══ SOURCE DATA ══

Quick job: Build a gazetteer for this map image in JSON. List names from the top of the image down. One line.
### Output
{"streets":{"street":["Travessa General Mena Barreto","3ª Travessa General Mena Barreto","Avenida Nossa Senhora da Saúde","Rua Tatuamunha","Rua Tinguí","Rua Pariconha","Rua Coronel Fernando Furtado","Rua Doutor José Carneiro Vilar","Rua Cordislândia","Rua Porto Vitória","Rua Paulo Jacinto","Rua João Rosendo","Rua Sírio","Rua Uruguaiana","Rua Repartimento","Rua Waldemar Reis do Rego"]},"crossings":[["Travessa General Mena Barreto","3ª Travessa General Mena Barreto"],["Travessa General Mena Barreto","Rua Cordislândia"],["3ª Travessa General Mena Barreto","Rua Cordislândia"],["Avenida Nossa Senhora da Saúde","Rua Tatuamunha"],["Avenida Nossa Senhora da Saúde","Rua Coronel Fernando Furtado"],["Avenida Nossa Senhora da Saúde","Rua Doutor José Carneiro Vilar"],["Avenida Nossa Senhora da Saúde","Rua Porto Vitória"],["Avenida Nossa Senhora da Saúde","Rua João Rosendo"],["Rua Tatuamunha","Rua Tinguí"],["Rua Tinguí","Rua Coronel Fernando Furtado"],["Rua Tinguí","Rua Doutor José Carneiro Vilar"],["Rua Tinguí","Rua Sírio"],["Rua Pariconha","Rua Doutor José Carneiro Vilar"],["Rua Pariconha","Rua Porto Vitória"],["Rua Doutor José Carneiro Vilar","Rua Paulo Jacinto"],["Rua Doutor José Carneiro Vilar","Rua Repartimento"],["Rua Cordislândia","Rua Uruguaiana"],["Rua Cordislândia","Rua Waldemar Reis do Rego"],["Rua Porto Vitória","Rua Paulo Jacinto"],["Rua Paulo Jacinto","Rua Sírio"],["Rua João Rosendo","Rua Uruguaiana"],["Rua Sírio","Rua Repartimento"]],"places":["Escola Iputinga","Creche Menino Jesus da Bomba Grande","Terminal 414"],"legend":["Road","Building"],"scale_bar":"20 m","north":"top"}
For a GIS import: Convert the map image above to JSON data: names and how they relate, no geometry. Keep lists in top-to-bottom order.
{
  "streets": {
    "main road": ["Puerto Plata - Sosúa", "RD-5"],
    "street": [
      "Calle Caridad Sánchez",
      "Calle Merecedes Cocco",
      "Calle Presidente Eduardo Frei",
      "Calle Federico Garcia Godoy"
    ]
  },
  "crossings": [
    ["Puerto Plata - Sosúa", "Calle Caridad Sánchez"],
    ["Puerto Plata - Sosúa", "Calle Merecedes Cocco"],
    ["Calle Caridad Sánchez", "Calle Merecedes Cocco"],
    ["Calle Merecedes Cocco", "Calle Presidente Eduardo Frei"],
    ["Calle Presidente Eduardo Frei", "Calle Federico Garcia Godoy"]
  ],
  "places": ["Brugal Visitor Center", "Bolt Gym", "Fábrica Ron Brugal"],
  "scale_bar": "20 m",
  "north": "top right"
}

═══

— EXERCISE DETAILS —
With "Sánchez" as the word to match, copy each line of the records that has it.

— SOLUTION FOR THIS PROBLEM —
      "Calle Caridad Sánchez",
    ["Puerto Plata - Sosúa", "Calle Caridad Sánchez"],
    ["Calle Caridad Sánchez", "Calle Merecedes Cocco"],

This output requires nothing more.